Give again the lines of the data from its first line through the line with "filter:drop-shadow(0 0 2px". Change nothing.

* Stored data entries *
========

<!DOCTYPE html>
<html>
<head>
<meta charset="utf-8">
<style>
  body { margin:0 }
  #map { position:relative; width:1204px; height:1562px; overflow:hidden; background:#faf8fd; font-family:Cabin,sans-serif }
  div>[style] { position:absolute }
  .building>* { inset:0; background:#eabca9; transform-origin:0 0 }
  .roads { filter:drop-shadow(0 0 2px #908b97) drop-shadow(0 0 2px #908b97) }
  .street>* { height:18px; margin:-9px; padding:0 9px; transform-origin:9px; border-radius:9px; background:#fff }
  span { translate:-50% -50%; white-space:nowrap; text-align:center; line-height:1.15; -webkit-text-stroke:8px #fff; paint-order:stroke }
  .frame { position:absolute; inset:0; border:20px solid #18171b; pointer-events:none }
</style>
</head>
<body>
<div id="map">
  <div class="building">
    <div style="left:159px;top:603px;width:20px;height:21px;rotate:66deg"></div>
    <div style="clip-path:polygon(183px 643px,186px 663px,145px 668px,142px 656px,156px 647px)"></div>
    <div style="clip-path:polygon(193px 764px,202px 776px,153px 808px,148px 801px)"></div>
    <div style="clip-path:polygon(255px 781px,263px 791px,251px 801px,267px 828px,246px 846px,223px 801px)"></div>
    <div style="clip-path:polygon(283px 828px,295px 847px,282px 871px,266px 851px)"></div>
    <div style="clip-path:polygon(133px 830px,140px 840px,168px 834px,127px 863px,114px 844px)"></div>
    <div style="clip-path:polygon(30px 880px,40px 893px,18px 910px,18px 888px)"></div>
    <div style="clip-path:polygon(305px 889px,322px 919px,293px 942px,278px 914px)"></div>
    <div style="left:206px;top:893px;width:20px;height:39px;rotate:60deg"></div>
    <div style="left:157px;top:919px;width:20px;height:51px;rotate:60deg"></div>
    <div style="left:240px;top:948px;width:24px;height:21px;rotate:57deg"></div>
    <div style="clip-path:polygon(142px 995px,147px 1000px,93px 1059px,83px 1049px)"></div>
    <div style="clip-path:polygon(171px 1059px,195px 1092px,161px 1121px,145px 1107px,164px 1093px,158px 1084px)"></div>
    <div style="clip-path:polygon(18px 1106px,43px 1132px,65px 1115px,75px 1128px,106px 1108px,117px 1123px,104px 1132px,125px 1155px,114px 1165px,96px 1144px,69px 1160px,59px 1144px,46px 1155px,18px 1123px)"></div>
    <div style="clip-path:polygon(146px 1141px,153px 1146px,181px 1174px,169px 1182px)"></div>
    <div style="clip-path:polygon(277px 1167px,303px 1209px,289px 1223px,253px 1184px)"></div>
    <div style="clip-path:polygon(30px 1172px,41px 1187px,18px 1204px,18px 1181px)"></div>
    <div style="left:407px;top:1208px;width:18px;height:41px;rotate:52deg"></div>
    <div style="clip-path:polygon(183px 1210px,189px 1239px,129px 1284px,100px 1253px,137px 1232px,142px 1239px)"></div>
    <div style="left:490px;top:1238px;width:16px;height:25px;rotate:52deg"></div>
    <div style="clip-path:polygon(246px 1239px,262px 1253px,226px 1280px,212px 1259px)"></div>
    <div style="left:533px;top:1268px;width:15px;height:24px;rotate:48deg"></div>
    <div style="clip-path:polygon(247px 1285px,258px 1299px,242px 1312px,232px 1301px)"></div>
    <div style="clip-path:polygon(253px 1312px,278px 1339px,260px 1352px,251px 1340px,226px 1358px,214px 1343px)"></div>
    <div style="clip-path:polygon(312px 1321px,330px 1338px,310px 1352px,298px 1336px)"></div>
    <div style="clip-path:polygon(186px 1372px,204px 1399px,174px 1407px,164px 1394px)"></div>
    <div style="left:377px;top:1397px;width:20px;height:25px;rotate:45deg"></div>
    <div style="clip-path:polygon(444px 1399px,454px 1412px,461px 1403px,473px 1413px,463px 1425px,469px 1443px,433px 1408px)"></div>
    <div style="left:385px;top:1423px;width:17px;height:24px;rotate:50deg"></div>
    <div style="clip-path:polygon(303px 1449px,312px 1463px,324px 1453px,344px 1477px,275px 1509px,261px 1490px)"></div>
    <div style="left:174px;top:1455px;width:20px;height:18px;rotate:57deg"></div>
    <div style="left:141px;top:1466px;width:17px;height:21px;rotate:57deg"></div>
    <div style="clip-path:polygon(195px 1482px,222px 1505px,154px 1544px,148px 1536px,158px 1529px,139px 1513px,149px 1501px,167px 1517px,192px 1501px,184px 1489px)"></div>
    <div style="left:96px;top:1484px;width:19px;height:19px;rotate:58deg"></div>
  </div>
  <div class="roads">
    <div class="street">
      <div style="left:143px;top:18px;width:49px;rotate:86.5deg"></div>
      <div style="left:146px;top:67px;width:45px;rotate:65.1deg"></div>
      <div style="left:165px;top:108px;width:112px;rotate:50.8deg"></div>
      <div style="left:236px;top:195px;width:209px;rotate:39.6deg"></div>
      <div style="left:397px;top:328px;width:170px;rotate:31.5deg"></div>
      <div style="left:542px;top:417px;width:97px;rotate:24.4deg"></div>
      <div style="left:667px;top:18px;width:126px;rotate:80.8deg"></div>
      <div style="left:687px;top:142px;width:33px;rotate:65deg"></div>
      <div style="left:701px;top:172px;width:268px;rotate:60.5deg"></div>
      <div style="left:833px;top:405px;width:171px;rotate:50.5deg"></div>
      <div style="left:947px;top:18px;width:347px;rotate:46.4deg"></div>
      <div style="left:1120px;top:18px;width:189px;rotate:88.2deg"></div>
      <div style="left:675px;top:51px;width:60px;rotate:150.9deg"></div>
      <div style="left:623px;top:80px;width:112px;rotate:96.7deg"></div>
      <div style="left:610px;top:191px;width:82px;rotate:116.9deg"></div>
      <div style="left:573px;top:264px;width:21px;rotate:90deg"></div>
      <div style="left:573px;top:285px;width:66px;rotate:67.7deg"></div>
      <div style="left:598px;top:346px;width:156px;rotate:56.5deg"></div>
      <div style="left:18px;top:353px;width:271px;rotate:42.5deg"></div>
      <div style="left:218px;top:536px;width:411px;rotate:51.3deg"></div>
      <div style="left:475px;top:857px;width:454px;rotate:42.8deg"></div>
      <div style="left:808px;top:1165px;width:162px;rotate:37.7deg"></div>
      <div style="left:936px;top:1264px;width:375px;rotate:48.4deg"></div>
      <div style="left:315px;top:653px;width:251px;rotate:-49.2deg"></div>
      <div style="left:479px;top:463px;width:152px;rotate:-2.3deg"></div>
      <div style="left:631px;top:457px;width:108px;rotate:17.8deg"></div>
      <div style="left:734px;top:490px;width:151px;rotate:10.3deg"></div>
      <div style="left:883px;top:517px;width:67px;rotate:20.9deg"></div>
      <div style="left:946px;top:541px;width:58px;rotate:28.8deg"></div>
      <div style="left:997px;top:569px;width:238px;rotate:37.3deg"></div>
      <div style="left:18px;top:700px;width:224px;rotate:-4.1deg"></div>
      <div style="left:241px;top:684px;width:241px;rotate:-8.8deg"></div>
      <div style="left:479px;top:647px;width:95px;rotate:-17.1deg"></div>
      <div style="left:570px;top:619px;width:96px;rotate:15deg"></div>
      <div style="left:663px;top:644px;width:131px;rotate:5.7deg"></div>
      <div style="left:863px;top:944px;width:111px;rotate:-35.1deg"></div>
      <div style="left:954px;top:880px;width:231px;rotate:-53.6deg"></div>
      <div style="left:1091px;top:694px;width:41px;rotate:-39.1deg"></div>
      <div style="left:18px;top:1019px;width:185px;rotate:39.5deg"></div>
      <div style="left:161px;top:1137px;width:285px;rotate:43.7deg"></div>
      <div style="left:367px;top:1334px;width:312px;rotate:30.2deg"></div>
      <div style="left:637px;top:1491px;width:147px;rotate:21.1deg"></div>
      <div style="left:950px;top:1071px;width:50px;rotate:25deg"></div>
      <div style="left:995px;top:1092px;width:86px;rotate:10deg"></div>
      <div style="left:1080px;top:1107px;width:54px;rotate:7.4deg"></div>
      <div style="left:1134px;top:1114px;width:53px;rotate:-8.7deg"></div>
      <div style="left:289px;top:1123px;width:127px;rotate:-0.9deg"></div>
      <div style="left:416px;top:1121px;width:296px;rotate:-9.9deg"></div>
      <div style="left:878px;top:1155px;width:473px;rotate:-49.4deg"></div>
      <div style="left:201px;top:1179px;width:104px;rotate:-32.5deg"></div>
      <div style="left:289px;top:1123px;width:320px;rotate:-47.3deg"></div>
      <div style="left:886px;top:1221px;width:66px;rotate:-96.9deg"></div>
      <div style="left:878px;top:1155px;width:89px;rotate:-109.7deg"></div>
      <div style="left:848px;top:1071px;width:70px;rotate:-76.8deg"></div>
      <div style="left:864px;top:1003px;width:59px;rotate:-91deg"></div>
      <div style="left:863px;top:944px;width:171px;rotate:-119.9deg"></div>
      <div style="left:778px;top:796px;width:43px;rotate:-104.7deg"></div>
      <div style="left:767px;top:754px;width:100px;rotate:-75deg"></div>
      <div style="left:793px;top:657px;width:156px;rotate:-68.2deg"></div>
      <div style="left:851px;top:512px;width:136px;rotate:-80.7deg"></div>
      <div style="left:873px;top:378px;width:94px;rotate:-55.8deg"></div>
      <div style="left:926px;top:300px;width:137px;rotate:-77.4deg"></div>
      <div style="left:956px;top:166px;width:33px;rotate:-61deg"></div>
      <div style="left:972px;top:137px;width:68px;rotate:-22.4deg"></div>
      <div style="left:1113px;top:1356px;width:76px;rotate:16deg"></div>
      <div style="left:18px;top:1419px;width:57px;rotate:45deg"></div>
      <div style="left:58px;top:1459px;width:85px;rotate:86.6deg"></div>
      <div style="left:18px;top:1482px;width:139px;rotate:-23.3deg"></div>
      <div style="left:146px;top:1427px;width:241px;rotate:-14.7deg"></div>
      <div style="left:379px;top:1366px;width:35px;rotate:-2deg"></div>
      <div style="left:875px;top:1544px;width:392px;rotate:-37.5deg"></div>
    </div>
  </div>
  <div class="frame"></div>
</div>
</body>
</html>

========

* RESPONSE *
<!DOCTYPE html>
<html>
<head>
<meta charset="utf-8">
<style>
  body { margin:0 }
  #map { position:relative; width:1204px; height:1562px; overflow:hidden; background:#faf8fd; font-family:Cabin,sans-serif }
  div>[style] { position:absolute }
  .building>* { inset:0; background:#eabca9; transform-origin:0 0 }
  .roads { filter:drop-shadow(0 0 2px #908b97) drop-shadow(0 0 2px #908b97) }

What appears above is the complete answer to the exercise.